As a balancing argument, though, I should make it clear that there are massive security issues that the country faces that also prohibit an advancement towards an environment that can bring the two parties together, not least the differences between those in Gaza and those in the West Bank. We need to work hard to ensure that Fatah is able to influence or work with Hamas so that they can then come to the table and present a viable capability that can allow two states to come into form.
Lord Grocott: Do I take it that you are convinced by the evidence that you received from someone living in one of the settlements that the Israeli Government are sincere in wanting to work towards a two-state solution?
Tobias Ellwood MP: We have made it clear that we have to convince Israel and the Israeli people that if they continue down the track of drifting towards a one-state solution then it will not be a Jewish state, and eventually it will get to the point when the Palestinians outnumber the Israelis. Where is the Jewish homeland in that scenario? That is what we need to press on the Israeli people; we must convince them that it is in everyone’s long-term interests. I will give an example, though I do not want to digress too much. You will be fully aware of the history of the region and the tensions that existed with Egypt and Jordan. After the 1967 war, very brave leaders accepted the right of Israel to exist, and in the cases of both Jordan and Egypt they paid for it with their lives. Ultimately, though, the economic agenda that they are now pursuing is in everyone’s interest. They are sharing intelligence as well and working together. That shows that it can be done and we can get there. We can reach a two-state solution that will be to everyone’s benefit.
Lord Inglewood: To go back to your initial comments, you said, and I do not think that anyone would really disagree, that there is considerable disillusion with international organisations, not least because of their inability to deliver in the face of problems such as Ukraine and Aleppo. You then said that this creates a vacuum and gives us an opportunity to develop and advance our policies and actions. I want to ask you a basic question. What can we actually do? Soft power is not going to help Ukraine. How can we, the UK, take these things forward in a way that actually does something? It is easy to talk and to have policies, but it is about actually delivering on the ground.
Tobias Ellwood MP: As the Minister for the Middle East and Africa, I hope that you will understand that I am probably not the best person to give illustrations on Ukraine.
Lord Inglewood: I do not mind about the location. Let us go back to Aleppo, which you mentioned.
Tobias Ellwood MP: Okay. When you have areas such as Aleppo, Yemen or anywhere in the Middle East, we take an interest in the world around us. That is what Britain does. We have Arabists across the Middle East and we invest time, through our history, our networks and so on, in trying to understand what is going on.
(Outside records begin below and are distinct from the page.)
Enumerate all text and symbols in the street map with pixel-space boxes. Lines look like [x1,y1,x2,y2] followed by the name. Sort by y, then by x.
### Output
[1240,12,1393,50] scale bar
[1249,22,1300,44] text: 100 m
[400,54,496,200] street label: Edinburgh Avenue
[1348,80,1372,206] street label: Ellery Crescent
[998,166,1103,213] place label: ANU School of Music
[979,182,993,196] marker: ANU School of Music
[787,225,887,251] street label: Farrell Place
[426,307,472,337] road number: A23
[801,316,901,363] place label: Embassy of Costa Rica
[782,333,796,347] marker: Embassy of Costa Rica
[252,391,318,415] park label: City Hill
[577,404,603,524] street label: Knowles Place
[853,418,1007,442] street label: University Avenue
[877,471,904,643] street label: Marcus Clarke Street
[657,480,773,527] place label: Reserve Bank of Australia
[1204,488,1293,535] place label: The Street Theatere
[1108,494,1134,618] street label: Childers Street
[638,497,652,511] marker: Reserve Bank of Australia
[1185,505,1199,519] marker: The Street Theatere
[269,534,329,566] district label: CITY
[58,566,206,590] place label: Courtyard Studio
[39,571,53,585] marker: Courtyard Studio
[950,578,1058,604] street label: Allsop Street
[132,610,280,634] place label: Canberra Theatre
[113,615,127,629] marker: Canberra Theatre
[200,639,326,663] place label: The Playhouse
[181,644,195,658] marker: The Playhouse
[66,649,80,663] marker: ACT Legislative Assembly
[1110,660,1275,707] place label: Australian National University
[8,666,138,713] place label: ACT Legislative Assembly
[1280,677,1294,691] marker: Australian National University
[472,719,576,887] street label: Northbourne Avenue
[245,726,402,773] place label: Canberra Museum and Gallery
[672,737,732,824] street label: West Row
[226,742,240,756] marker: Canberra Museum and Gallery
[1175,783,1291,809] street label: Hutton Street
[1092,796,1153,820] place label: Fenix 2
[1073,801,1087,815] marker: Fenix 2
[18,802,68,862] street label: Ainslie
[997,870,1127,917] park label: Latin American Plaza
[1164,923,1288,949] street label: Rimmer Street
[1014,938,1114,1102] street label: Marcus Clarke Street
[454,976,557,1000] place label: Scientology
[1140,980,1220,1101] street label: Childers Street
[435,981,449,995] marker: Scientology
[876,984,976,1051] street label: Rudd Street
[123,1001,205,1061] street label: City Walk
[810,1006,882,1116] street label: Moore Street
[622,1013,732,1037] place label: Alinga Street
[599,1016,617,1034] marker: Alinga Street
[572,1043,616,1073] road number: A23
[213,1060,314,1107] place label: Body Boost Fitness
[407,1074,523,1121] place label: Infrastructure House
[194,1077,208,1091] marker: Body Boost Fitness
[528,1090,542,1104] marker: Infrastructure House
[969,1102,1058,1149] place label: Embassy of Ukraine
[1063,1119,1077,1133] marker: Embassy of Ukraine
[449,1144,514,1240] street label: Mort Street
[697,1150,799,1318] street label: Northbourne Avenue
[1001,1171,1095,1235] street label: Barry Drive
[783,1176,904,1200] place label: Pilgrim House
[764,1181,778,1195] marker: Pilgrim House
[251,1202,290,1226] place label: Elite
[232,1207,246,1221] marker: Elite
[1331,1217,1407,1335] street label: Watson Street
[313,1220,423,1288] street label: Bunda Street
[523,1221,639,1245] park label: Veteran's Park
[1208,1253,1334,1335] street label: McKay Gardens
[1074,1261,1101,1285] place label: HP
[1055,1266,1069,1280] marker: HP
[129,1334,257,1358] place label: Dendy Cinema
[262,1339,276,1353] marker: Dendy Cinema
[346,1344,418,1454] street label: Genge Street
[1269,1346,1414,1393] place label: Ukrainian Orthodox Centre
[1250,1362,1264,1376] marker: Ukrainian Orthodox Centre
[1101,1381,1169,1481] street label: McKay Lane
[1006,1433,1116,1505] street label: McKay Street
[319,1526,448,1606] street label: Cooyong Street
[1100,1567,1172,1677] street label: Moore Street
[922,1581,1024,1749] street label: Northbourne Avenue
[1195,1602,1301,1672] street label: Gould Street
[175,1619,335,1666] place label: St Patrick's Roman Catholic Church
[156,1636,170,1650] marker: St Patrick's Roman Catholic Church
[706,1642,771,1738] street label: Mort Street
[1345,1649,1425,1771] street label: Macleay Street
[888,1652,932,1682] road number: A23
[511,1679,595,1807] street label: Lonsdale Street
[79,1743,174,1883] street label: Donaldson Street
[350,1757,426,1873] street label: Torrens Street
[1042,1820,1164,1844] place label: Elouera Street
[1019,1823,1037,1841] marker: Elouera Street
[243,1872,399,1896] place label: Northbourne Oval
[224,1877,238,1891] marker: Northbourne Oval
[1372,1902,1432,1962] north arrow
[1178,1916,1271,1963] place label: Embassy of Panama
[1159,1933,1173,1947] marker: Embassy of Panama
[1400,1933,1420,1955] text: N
What we bring to the table in addition to others is a desire and a commitment to try to effect change and be a force for good for the future. Where things differ from the past is that these things often need to be done through those very international organisations to give us legal remit, whether that be for, hypothetically, creating safe zones in Syria or indeed advancing a solution that will be in the long-term interests of all the stakeholders in Syria. Let us face facts, though: in August 2013 we blinked. We need to make ourselves tougher and learn from that. We had a vote in this House that considered whether we would take punitive action against Assad and the UK failed to act where it wanted to. We failed to sell it to Parliament and then Parliament failed to endorse the Executive to take action. From that moment forward, Russia took full advantage of the fact that we and, immediately afterwards, the United States stepped back from showing full interest in this area. That is where we need to learn. There are occasions where we need to be cognitive in our thoughts but robust in our actions as well.
Lord Inglewood: To go back to that matter, we here were all involved in it. We heard the Foreign Secretary elaborate that argument some weeks ago. I am not sure that I personally buy it, but I do not want to go into that. Do we have the resources to be able to deliver improvements and change that go beyond what we do by simply having, for want of a better and fairer way of putting it, pious sentiments about what we would like to see?
Tobias Ellwood MP: Let us place into context what I just said. It does not mean that Britain goes into every area and solves the issues; it means that we show the leadership for those issues and challenges to be solved. A great example is Somalia. I do not know whether you are covering it as part of your remit, but it is a country that has just come out of a very dark chapter and could easily slip back into another difficult period if we are not able to get a grip on what al-Shabaab is doing, particularly in the south of the country. Somalia has just had presidential elections. It is a very unstable country but it is ambitiously embracing a new federated structure. The AMISOM nations are participating there, and they need leadership. The S6 countries are donating funds to help it work, but that needs leadership as well. What Britain is doing through the Prime Minister’s conference, which will take place in a couple of months’ time, is bringing together the parties to consider and offer solutions.
Another example is tackling Ebola, where a coalition of the willing came forward, Britain among them, in order to help—specifically, for us, in Sierra Leone. That is the sort of leadership that we are performing. We are just now sending 400 troops to South Sudan as well as providing support for the people who can have the biggest influence in that country, the Catholic Church, which is doing an amazing job at understanding some of the challenges that are taking place in that country. So we do not go in there and solve absolutely everything ourselves, but we are showing the leadership with the parties involved, the stakeholders who are connected to it. Because of our respect, our depth of interest, our history and so on, we can play a great leadership role in meeting some of the challenges that we face.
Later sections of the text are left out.